(Data entries)

↓↓↓

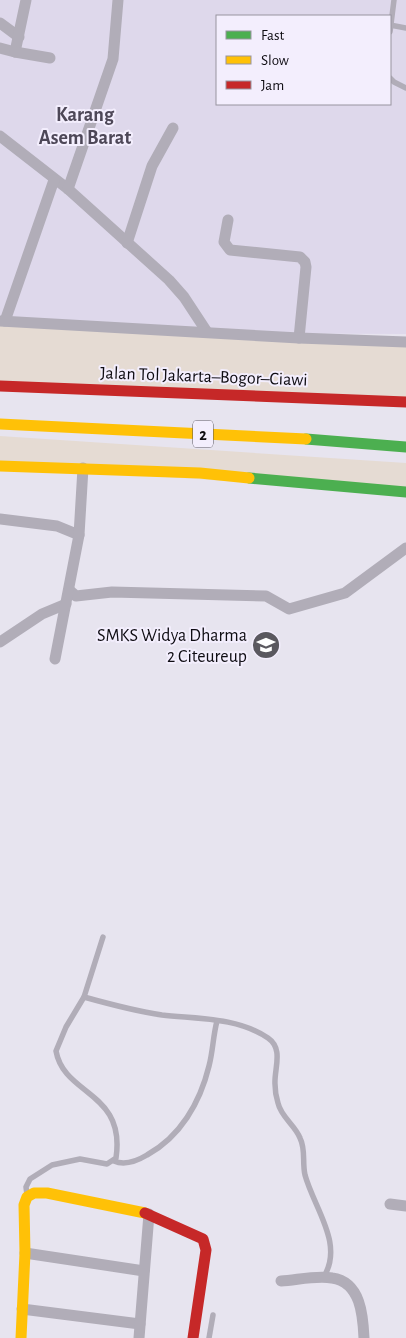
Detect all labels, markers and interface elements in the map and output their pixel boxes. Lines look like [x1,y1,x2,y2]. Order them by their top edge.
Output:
legend [216,15,391,105]
text: Fast [261,28,285,43]
text: Slow [261,53,289,68]
text: Jam [261,78,284,93]
district label: Karang Asem Barat [39,105,131,148]
street label: Jalan Tol Jakarta–Bogor–Ciawi [100,364,308,390]
road number: 2 [193,420,213,448]
place label: SMKS Widya Dharma 2 Citeureup [97,627,247,666]
school or university icon: SMKS Widya Dharma 2 Citeureup [251,630,281,660]

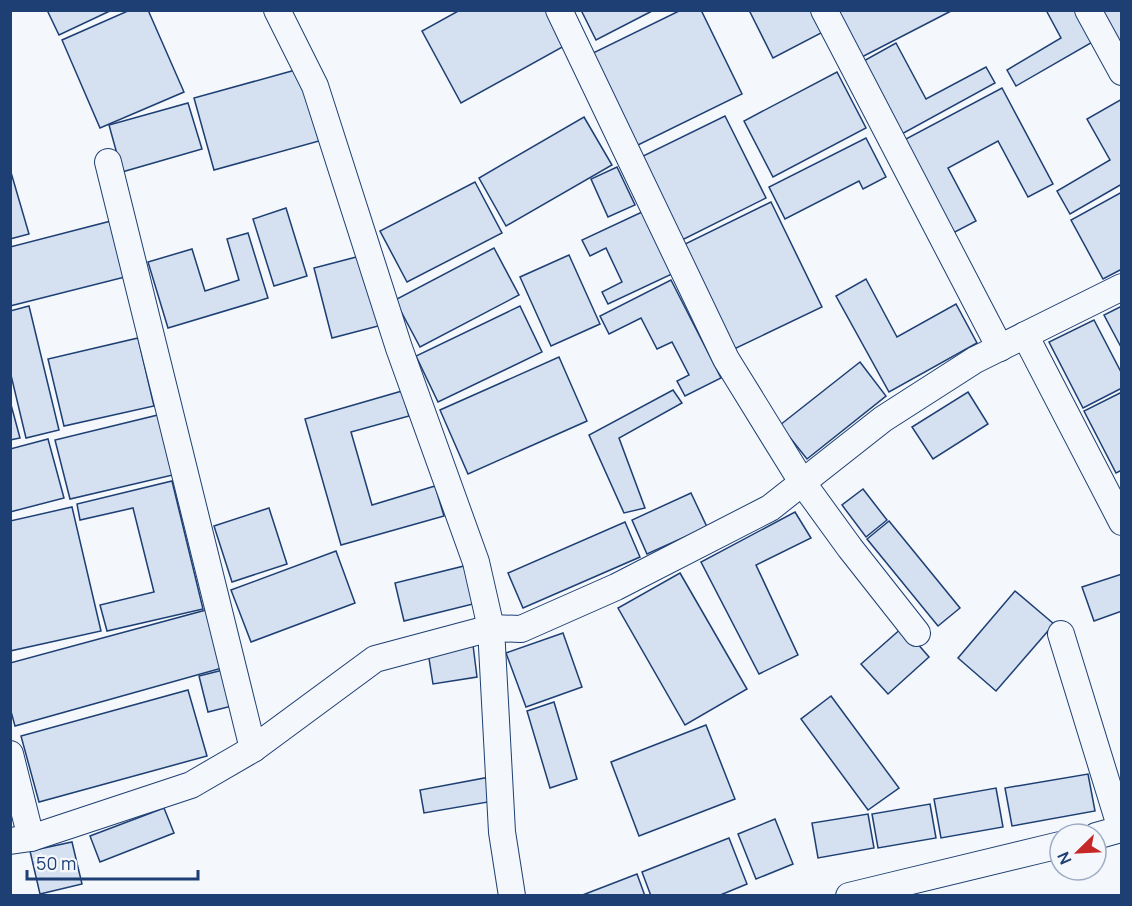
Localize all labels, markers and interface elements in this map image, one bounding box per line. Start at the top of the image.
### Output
north arrow [1048,822,1108,882]
scale bar [27,843,198,881]
text: N [1052,848,1077,868]
text: 50 m [36,851,76,875]

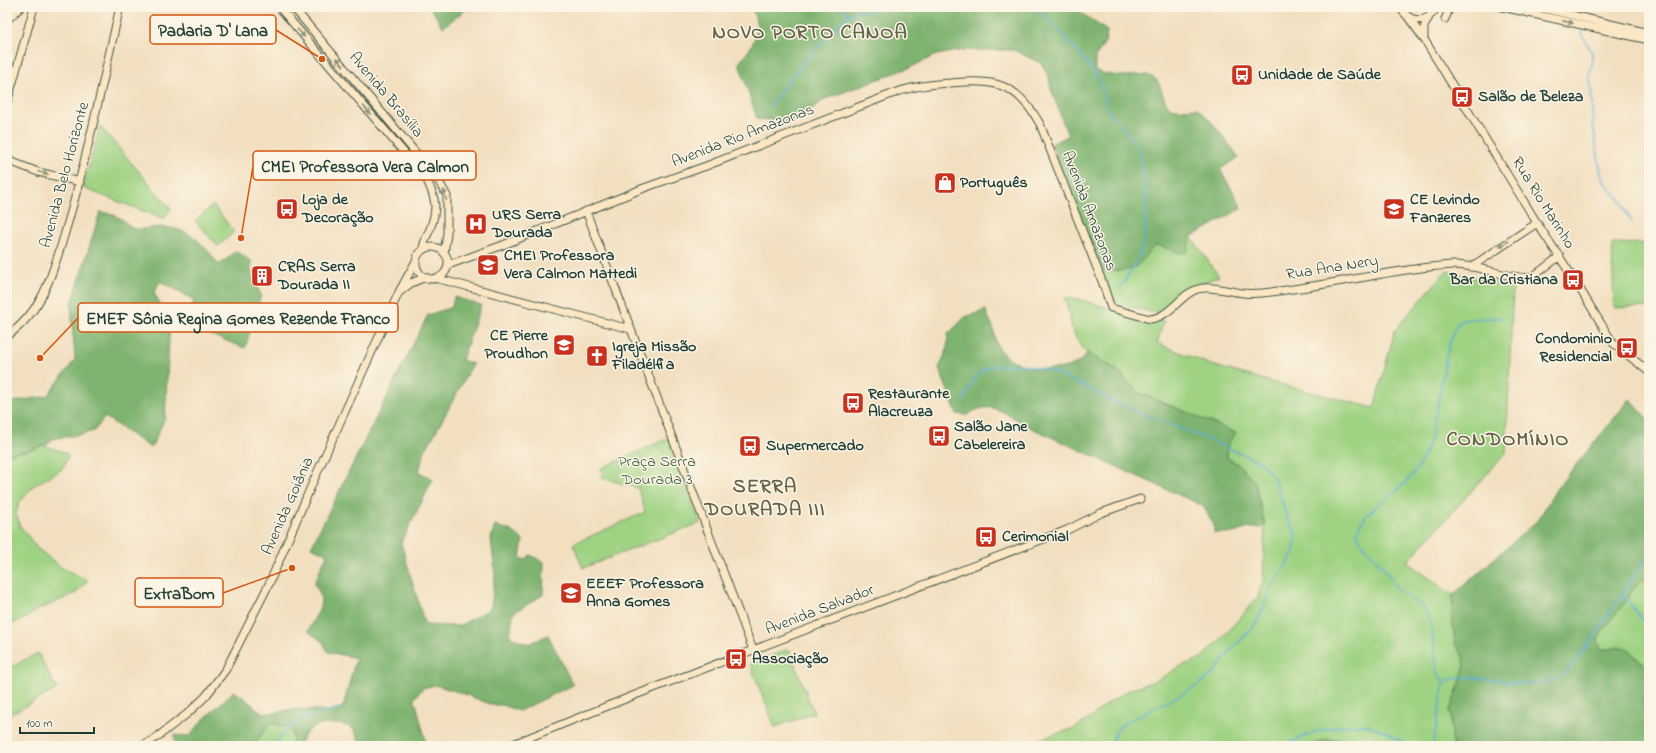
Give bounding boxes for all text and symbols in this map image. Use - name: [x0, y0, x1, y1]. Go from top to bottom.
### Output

↑↑↑

**What you need to do**: The entries above are to be returned exactly, without their pictures.

**Response**:
Detect all labels, markers and interface elements in the map and output their pixel boxes. Lines look like [x1,y1,x2,y2]. Order them by their top edge.
Output:
legend [216,15,391,105]
text: Fast [261,28,285,43]
text: Slow [261,53,289,68]
text: Jam [261,78,284,93]
district label: Karang Asem Barat [39,105,131,148]
street label: Jalan Tol Jakarta–Bogor–Ciawi [100,364,308,390]
road number: 2 [193,420,213,448]
place label: SMKS Widya Dharma 2 Citeureup [97,627,247,666]
school or university icon: SMKS Widya Dharma 2 Citeureup [251,630,281,660]

Localize all labels, markers and interface elements in this map image, one bounding box per line. Start at the top of the image.
### Output
north arrow [1048,822,1108,882]
scale bar [27,843,198,881]
text: N [1052,848,1077,868]
text: 50 m [36,851,76,875]

Give bounding boxes for all text and symbols in this map image. Use - name: [x0, y0, x1, y1]. Go from top to bottom.
### Output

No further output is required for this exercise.